TASK DETAILS
Give back exactly the lines from the start of the entries below to the line holding "font-size:16px; font-weight:400; color:var(--muted)", that line included, and leave every picture out.
· · ·
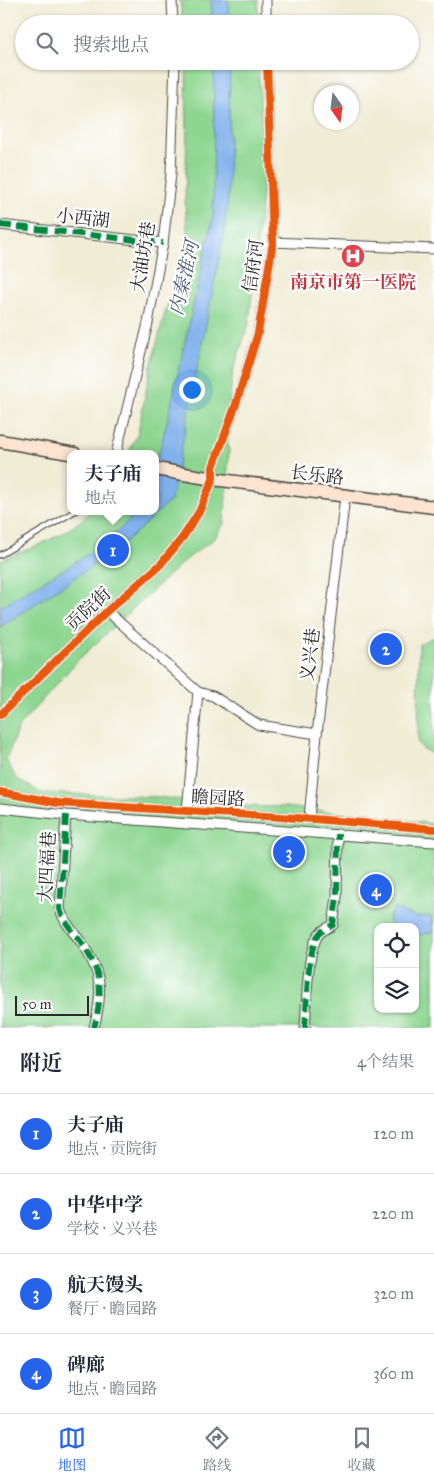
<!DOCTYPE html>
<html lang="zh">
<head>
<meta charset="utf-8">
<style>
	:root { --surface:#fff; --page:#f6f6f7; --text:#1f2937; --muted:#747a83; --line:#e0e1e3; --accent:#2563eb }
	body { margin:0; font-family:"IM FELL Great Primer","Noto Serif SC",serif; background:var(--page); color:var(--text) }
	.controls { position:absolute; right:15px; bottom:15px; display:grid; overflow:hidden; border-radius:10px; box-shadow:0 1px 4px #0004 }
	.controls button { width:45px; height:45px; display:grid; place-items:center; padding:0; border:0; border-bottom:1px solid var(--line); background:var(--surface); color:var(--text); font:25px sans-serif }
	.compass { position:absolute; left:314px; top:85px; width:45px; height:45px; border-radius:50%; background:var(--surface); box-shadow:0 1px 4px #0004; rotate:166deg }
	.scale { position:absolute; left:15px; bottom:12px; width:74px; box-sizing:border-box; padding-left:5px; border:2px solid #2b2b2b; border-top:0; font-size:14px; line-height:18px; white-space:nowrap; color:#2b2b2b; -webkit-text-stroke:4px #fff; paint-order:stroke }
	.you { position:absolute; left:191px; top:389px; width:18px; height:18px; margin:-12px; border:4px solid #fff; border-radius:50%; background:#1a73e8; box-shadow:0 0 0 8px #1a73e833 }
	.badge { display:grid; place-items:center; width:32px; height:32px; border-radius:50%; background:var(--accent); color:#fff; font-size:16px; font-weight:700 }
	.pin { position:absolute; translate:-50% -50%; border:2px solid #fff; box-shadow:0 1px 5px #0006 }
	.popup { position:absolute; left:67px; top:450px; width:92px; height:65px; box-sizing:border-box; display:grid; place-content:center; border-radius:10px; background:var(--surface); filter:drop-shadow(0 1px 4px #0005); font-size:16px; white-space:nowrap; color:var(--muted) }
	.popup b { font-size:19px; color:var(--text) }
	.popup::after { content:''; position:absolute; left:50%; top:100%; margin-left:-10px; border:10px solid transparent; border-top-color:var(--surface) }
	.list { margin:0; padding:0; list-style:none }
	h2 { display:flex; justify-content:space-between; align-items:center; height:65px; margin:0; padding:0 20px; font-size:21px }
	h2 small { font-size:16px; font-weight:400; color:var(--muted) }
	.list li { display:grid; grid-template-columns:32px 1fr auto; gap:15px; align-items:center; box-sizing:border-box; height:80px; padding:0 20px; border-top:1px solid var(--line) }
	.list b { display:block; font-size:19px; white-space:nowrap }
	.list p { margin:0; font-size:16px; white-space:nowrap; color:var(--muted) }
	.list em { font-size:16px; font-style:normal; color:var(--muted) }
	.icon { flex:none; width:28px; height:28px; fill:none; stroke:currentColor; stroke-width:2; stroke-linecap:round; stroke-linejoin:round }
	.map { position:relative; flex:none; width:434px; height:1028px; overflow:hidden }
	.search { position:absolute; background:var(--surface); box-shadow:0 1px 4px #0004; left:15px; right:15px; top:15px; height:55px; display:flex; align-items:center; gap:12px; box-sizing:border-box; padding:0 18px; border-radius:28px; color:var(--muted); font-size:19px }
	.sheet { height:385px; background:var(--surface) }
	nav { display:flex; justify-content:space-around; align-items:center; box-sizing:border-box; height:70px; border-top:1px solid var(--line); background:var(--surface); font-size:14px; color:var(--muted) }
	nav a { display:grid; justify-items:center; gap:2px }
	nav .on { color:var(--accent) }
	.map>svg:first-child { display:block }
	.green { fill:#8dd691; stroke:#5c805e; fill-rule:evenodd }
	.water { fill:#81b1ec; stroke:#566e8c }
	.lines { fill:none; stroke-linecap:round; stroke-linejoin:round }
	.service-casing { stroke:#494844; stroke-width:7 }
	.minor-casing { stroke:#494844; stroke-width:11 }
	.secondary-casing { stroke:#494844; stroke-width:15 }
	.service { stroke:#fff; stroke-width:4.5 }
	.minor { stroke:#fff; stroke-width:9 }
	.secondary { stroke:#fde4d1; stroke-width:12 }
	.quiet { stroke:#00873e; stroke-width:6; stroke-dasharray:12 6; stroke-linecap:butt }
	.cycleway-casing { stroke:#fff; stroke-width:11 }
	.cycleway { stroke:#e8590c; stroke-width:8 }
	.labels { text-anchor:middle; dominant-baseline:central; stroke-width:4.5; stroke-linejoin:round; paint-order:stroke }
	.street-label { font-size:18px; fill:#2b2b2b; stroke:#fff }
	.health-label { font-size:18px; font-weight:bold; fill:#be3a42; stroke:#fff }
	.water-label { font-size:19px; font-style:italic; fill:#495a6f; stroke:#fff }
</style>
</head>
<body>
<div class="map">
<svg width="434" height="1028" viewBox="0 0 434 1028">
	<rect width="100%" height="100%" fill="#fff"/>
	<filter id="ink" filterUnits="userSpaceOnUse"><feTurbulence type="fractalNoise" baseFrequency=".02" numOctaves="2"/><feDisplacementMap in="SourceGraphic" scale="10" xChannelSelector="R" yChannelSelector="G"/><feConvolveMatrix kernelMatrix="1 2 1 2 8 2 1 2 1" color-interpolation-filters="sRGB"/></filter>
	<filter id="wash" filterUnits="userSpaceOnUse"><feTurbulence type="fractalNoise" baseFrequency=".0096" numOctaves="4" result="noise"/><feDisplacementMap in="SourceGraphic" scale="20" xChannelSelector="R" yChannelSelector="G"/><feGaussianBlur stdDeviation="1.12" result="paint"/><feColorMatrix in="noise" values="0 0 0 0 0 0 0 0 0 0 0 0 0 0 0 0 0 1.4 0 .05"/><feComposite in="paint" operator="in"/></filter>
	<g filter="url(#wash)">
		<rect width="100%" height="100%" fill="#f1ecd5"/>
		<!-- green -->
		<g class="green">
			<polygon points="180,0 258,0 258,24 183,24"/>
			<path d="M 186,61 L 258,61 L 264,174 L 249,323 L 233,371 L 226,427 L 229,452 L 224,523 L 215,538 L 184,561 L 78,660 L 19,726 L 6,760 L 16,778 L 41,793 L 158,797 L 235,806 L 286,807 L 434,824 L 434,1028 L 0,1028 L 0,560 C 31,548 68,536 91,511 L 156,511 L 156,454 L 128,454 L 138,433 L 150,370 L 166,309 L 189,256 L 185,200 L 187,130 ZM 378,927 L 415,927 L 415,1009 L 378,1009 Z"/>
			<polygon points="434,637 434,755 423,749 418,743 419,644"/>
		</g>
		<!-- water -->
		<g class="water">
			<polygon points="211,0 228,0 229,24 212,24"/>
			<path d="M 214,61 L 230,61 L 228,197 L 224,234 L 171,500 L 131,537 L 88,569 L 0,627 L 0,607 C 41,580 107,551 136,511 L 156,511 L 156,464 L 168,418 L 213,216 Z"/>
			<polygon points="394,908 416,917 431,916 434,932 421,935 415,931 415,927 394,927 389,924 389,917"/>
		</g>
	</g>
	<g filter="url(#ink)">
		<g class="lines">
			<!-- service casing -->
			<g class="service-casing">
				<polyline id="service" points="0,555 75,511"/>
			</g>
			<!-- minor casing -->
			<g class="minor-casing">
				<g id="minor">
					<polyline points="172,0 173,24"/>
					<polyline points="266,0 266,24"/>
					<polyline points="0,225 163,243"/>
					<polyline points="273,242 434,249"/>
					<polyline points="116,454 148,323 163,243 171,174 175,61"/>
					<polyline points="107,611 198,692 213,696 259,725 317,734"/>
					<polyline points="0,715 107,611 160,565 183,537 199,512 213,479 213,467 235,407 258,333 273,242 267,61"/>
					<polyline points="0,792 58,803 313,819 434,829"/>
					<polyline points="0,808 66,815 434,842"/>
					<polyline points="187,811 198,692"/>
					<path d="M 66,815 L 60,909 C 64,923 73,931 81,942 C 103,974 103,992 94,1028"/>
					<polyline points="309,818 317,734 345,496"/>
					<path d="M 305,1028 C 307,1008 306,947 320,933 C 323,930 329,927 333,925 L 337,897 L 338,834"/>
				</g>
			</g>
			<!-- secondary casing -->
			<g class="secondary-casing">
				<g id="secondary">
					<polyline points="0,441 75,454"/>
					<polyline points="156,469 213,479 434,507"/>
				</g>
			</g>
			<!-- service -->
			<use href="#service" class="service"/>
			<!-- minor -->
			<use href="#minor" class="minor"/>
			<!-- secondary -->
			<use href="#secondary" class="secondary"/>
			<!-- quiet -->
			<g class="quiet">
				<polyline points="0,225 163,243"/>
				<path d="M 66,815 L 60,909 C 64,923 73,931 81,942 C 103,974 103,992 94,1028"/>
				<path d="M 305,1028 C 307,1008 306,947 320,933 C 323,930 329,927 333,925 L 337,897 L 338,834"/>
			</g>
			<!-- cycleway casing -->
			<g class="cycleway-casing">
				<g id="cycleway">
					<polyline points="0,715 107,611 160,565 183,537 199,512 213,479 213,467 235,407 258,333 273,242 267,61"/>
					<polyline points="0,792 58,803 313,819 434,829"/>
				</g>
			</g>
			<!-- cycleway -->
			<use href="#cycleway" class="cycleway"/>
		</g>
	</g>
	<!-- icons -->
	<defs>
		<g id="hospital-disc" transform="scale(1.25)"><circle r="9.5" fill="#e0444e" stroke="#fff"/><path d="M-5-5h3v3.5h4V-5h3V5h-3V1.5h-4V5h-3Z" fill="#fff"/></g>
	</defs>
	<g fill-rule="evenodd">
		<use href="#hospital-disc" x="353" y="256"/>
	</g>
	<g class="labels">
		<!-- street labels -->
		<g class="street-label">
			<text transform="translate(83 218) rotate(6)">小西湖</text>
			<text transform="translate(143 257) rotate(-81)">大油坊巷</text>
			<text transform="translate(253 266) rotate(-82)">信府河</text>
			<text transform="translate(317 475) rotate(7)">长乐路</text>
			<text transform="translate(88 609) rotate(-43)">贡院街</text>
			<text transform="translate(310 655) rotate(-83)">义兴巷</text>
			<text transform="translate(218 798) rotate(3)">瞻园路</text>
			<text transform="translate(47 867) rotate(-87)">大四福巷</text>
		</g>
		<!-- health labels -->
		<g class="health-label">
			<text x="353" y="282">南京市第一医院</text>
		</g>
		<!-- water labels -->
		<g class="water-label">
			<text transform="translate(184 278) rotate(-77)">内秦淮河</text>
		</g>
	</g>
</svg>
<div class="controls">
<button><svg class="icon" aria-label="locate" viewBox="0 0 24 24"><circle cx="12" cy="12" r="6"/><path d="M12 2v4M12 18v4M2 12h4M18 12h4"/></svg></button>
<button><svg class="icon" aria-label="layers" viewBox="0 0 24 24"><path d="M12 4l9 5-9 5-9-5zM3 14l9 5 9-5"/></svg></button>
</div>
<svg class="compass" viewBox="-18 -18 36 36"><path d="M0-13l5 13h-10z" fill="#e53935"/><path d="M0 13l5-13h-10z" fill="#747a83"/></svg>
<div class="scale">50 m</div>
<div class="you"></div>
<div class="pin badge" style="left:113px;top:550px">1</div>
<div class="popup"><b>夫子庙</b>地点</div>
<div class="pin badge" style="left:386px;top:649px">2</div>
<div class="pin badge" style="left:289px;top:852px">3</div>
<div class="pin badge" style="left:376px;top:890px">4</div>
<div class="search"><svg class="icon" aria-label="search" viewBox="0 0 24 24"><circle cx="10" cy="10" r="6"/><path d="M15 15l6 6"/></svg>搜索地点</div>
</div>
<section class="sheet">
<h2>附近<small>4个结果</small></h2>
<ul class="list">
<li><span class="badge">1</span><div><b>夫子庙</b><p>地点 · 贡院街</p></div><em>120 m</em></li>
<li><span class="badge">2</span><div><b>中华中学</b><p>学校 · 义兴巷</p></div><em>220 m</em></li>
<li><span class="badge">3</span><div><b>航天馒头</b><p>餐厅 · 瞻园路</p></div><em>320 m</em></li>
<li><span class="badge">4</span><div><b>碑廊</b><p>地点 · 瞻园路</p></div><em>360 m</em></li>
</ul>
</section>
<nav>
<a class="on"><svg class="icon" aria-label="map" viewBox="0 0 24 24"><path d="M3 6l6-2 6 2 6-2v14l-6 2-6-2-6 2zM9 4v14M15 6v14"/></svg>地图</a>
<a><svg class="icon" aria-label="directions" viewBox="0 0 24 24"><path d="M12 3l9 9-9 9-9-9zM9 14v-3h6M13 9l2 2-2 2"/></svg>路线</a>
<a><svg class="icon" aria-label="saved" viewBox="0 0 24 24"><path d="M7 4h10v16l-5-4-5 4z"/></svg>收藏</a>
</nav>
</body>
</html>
· · ·
RESPONSE AREA
<!DOCTYPE html>
<html lang="zh">
<head>
<meta charset="utf-8">
<style>
	:root { --surface:#fff; --page:#f6f6f7; --text:#1f2937; --muted:#747a83; --line:#e0e1e3; --accent:#2563eb }
	body { margin:0; font-family:"IM FELL Great Primer","Noto Serif SC",serif; background:var(--page); color:var(--text) }
	.controls { position:absolute; right:15px; bottom:15px; display:grid; overflow:hidden; border-radius:10px; box-shadow:0 1px 4px #0004 }
	.controls button { width:45px; height:45px; display:grid; place-items:center; padding:0; border:0; border-bottom:1px solid var(--line); background:var(--surface); color:var(--text); font:25px sans-serif }
	.compass { position:absolute; left:314px; top:85px; width:45px; height:45px; border-radius:50%; background:var(--surface); box-shadow:0 1px 4px #0004; rotate:166deg }
	.scale { position:absolute; left:15px; bottom:12px; width:74px; box-sizing:border-box; padding-left:5px; border:2px solid #2b2b2b; border-top:0; font-size:14px; line-height:18px; white-space:nowrap; color:#2b2b2b; -webkit-text-stroke:4px #fff; paint-order:stroke }
	.you { position:absolute; left:191px; top:389px; width:18px; height:18px; margin:-12px; border:4px solid #fff; border-radius:50%; background:#1a73e8; box-shadow:0 0 0 8px #1a73e833 }
	.badge { display:grid; place-items:center; width:32px; height:32px; border-radius:50%; background:var(--accent); color:#fff; font-size:16px; font-weight:700 }
	.pin { position:absolute; translate:-50% -50%; border:2px solid #fff; box-shadow:0 1px 5px #0006 }
	.popup { position:absolute; left:67px; top:450px; width:92px; height:65px; box-sizing:border-box; display:grid; place-content:center; border-radius:10px; background:var(--surface); filter:drop-shadow(0 1px 4px #0005); font-size:16px; white-space:nowrap; color:var(--muted) }
	.popup b { font-size:19px; color:var(--text) }
	.popup::after { content:''; position:absolute; left:50%; top:100%; margin-left:-10px; border:10px solid transparent; border-top-color:var(--surface) }
	.list { margin:0; padding:0; list-style:none }
	h2 { display:flex; justify-content:space-between; align-items:center; height:65px; margin:0; padding:0 20px; font-size:21px }
	h2 small { font-size:16px; font-weight:400; color:var(--muted) }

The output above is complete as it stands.